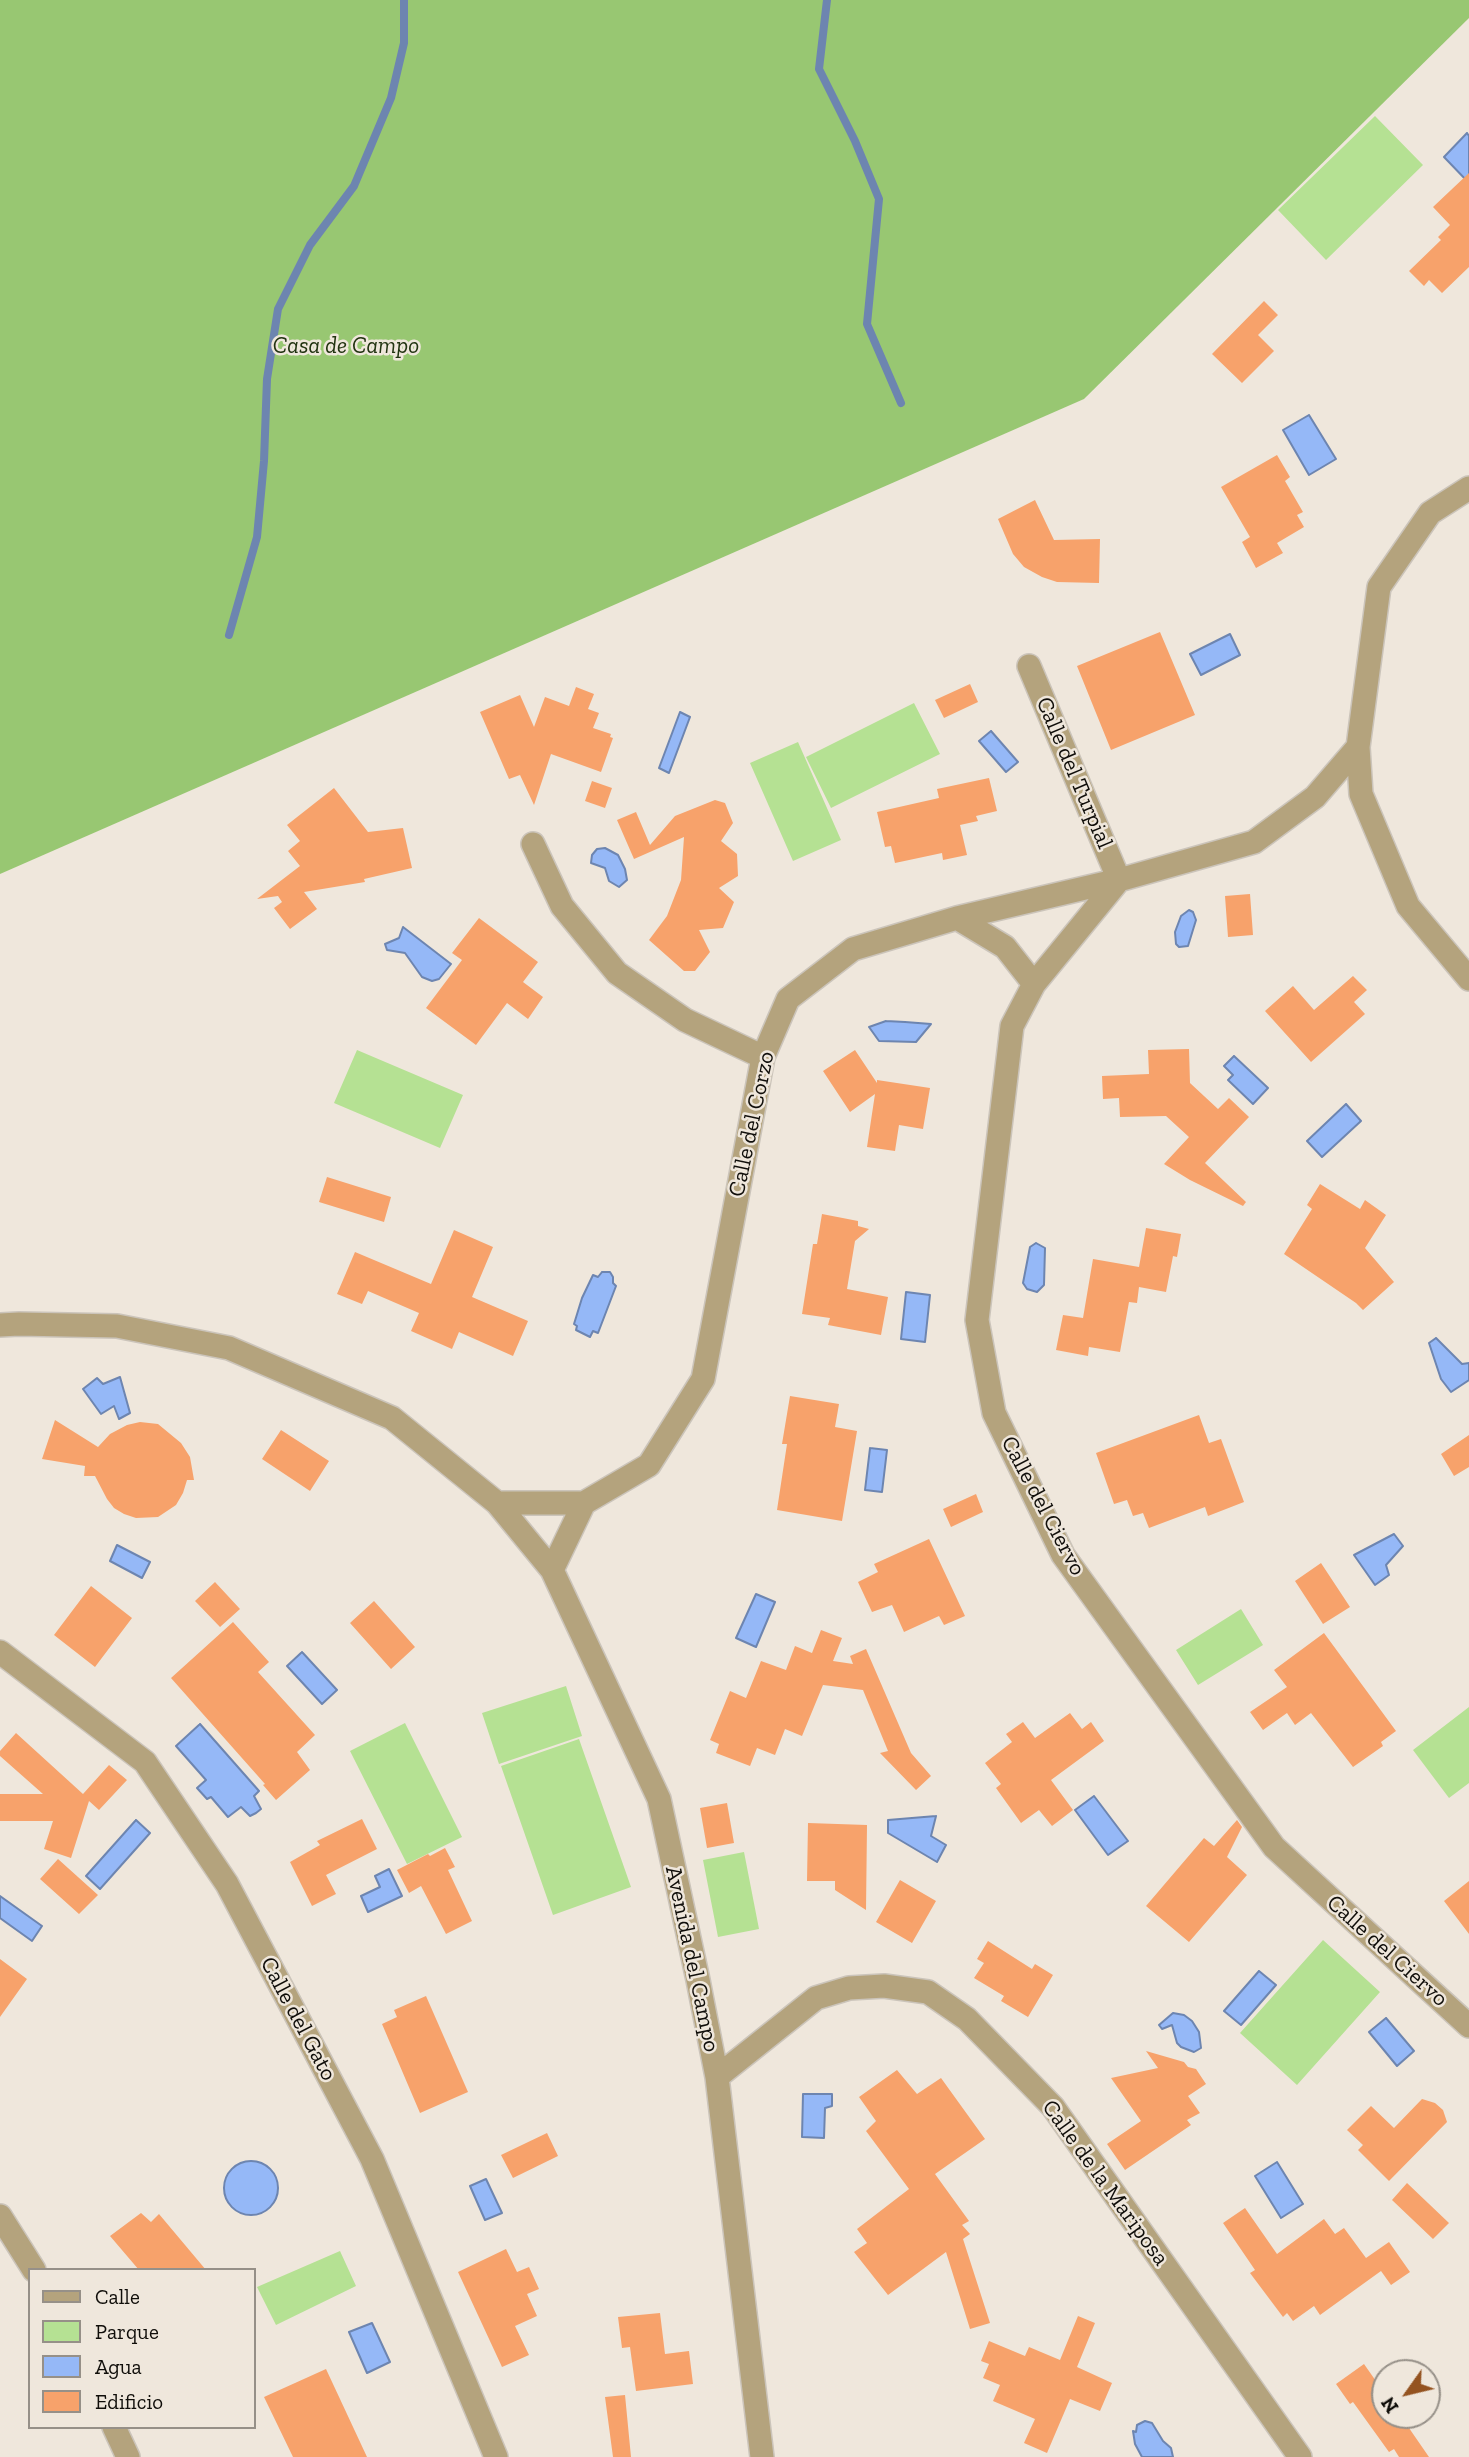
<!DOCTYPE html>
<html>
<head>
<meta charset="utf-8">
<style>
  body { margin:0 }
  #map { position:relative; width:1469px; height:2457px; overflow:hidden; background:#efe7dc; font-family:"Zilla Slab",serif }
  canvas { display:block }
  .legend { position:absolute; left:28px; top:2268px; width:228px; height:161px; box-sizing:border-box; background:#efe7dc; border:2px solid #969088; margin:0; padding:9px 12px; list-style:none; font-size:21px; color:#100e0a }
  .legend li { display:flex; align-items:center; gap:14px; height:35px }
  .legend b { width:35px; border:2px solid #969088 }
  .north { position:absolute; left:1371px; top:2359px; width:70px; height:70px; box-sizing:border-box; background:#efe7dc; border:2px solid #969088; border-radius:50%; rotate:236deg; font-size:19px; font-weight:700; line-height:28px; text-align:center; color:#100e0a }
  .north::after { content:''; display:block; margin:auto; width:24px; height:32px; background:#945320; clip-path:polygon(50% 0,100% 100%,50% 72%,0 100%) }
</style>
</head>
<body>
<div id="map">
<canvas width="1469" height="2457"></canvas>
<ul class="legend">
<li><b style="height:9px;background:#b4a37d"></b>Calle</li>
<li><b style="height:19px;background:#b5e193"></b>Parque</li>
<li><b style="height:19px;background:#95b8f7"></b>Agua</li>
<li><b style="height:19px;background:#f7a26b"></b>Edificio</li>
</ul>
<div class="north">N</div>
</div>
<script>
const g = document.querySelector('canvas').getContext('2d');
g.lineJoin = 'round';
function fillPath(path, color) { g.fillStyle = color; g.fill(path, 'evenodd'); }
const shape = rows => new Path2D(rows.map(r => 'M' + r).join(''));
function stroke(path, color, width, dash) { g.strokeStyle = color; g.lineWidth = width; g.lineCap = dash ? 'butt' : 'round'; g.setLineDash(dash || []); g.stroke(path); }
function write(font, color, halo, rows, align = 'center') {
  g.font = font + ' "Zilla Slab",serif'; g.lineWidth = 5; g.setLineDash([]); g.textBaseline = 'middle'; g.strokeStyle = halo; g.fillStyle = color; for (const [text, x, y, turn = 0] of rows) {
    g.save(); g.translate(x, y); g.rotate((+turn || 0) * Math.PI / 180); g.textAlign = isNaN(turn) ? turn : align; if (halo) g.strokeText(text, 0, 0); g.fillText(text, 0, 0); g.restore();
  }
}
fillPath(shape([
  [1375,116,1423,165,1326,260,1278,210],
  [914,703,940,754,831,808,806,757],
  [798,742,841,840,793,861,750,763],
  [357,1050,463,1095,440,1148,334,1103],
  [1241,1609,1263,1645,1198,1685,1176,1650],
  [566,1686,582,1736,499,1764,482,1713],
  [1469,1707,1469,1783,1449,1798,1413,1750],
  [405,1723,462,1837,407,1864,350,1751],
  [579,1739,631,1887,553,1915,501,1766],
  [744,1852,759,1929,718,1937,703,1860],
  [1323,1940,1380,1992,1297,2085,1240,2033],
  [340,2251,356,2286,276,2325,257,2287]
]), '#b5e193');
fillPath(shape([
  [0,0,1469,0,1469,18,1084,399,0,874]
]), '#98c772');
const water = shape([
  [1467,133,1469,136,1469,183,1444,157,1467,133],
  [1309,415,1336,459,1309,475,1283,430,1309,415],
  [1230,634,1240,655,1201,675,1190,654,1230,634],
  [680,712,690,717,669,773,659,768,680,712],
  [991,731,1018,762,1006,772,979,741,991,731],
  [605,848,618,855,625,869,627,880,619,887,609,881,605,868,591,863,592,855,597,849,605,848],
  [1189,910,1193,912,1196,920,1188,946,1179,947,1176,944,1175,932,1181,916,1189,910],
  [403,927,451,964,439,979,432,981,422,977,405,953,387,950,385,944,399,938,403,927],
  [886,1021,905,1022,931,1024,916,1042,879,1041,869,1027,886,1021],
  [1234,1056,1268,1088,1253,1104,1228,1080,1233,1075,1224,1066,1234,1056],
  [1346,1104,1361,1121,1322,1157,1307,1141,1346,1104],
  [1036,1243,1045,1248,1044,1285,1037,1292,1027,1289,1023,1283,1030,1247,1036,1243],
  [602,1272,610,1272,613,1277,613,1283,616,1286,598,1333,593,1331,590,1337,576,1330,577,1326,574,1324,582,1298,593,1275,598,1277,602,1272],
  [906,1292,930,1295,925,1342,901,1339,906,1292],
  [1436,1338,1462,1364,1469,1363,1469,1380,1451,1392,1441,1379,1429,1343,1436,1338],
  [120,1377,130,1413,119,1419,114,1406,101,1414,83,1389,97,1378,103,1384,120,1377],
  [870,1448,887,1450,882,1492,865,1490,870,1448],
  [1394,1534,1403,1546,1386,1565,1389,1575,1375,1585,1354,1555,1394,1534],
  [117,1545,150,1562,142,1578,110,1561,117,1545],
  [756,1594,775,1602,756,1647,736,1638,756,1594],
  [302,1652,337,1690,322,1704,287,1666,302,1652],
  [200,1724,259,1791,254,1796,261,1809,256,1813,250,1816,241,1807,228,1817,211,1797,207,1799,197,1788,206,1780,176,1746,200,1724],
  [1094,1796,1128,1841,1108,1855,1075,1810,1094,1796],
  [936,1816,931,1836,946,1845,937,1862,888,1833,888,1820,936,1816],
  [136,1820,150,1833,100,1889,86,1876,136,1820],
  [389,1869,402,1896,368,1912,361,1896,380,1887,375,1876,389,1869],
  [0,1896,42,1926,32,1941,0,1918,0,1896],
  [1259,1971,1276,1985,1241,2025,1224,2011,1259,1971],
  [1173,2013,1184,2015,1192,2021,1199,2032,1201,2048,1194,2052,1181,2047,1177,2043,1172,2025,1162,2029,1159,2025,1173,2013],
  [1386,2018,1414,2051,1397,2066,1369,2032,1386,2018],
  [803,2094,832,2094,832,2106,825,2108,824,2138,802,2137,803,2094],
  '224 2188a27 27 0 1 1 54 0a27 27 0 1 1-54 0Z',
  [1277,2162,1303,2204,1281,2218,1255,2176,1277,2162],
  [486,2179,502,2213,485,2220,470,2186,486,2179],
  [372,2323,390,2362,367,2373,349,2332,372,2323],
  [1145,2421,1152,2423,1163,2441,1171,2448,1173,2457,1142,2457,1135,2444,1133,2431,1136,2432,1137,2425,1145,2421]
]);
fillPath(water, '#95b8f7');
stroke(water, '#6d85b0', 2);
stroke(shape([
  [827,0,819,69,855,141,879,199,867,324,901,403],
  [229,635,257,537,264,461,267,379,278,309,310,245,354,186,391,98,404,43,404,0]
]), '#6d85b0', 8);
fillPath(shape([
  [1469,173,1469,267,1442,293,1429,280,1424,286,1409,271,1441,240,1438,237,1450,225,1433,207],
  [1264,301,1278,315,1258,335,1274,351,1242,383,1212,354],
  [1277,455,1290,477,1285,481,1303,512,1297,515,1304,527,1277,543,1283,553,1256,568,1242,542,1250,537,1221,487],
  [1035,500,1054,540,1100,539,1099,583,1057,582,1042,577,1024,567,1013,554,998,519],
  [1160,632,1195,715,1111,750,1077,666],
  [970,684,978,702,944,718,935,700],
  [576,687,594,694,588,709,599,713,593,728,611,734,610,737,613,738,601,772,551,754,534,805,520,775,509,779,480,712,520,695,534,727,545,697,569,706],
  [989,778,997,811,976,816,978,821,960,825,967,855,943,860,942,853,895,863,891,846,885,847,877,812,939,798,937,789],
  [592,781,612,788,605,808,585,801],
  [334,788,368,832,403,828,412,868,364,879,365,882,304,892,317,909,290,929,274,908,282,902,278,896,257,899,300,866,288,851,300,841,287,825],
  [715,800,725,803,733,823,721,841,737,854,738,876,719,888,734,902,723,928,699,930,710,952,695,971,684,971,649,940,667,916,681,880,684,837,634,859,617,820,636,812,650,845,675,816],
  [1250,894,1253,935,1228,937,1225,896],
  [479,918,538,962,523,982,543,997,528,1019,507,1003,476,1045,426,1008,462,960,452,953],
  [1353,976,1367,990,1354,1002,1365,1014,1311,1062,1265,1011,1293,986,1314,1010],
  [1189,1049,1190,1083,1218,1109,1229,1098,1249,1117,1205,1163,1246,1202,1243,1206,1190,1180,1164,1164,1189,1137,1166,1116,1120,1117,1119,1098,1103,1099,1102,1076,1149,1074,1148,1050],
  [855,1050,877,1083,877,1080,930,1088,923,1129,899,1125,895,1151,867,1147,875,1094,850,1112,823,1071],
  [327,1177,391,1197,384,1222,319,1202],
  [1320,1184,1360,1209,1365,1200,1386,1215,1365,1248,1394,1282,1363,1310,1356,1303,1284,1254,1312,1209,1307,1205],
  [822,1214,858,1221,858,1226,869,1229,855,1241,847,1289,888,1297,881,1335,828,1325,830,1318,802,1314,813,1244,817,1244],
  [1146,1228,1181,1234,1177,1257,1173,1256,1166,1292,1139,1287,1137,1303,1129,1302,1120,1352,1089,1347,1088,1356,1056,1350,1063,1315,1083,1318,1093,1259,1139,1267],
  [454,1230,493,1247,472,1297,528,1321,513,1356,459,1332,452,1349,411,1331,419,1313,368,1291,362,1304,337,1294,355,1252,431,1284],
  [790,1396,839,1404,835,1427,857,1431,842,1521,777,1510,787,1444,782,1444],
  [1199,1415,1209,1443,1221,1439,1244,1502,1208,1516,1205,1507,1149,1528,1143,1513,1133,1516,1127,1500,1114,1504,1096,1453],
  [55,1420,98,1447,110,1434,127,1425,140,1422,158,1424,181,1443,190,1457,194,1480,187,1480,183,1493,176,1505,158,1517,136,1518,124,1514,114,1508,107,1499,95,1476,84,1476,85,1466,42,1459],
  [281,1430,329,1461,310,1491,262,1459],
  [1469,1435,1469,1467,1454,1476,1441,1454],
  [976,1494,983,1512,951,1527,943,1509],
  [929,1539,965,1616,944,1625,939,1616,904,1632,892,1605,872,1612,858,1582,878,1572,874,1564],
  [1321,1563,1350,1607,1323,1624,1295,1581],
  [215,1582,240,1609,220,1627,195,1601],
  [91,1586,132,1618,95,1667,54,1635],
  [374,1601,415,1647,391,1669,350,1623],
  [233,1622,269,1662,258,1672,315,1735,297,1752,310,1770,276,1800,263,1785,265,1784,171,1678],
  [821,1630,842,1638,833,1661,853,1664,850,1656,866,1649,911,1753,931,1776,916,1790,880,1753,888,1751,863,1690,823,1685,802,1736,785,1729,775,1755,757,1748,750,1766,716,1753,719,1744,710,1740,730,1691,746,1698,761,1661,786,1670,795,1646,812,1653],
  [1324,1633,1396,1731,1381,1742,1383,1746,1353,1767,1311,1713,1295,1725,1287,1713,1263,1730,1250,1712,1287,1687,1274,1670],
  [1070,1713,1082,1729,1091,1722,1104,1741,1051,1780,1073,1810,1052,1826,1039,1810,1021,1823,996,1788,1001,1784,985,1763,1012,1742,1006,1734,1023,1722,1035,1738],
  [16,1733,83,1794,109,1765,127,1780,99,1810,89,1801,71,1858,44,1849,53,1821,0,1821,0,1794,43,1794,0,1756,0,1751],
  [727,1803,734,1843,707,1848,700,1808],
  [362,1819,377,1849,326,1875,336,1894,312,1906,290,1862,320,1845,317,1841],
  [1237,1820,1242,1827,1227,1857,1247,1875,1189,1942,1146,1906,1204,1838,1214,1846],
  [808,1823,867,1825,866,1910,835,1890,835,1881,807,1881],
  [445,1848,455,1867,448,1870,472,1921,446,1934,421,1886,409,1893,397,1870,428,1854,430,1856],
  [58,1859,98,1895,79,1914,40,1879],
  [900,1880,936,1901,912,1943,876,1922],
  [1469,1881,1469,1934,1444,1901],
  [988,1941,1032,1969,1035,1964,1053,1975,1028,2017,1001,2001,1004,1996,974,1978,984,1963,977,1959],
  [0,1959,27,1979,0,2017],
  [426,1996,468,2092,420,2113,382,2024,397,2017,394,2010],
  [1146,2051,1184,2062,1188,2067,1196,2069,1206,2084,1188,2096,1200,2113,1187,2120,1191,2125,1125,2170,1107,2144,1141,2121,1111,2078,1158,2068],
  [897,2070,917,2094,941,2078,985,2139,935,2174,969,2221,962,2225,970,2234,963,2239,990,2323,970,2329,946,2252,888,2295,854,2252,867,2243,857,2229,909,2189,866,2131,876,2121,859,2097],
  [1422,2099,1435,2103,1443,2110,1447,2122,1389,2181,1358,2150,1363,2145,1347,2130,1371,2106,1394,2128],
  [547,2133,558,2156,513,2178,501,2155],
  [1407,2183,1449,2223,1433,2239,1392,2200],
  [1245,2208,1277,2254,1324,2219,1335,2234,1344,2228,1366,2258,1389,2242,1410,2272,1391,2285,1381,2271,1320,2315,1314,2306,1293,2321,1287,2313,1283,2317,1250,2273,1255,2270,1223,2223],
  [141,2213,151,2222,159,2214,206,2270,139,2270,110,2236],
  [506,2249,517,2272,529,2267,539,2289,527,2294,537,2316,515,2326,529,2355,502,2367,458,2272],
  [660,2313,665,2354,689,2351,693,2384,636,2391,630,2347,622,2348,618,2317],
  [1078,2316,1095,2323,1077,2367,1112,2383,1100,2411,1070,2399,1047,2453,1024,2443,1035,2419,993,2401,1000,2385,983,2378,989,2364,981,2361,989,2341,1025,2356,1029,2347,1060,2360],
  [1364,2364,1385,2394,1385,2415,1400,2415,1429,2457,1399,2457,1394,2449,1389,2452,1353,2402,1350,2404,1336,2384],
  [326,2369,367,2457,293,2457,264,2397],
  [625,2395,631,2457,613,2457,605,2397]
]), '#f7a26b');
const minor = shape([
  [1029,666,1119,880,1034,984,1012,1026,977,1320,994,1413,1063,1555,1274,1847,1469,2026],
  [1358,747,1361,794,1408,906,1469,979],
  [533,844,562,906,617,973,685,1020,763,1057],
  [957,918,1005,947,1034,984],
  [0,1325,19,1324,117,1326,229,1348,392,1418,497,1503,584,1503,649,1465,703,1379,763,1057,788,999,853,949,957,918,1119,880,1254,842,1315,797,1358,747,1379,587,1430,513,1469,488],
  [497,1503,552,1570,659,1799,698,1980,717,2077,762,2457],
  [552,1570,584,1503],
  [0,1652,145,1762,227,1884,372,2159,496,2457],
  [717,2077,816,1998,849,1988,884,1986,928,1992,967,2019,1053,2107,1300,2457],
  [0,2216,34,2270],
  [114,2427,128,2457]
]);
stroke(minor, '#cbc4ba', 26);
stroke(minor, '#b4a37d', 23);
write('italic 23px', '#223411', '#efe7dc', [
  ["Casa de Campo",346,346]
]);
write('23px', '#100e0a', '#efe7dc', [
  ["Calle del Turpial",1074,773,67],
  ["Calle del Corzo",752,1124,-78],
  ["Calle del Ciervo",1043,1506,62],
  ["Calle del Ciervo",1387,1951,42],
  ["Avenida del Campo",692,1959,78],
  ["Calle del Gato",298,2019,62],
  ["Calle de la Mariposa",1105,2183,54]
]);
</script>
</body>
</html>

|---|

Work to complete: Please go through the listing and return each line that has "display" in it.

Task output:
  canvas { display:block }
  .legend li { display:flex; align-items:center; gap:14px; height:35px }
  .north::after { content:''; display:block; margin:auto; width:24px; height:32px; background:#945320; clip-path:polygon(50% 0,100% 100%,50% 72%,0 100%) }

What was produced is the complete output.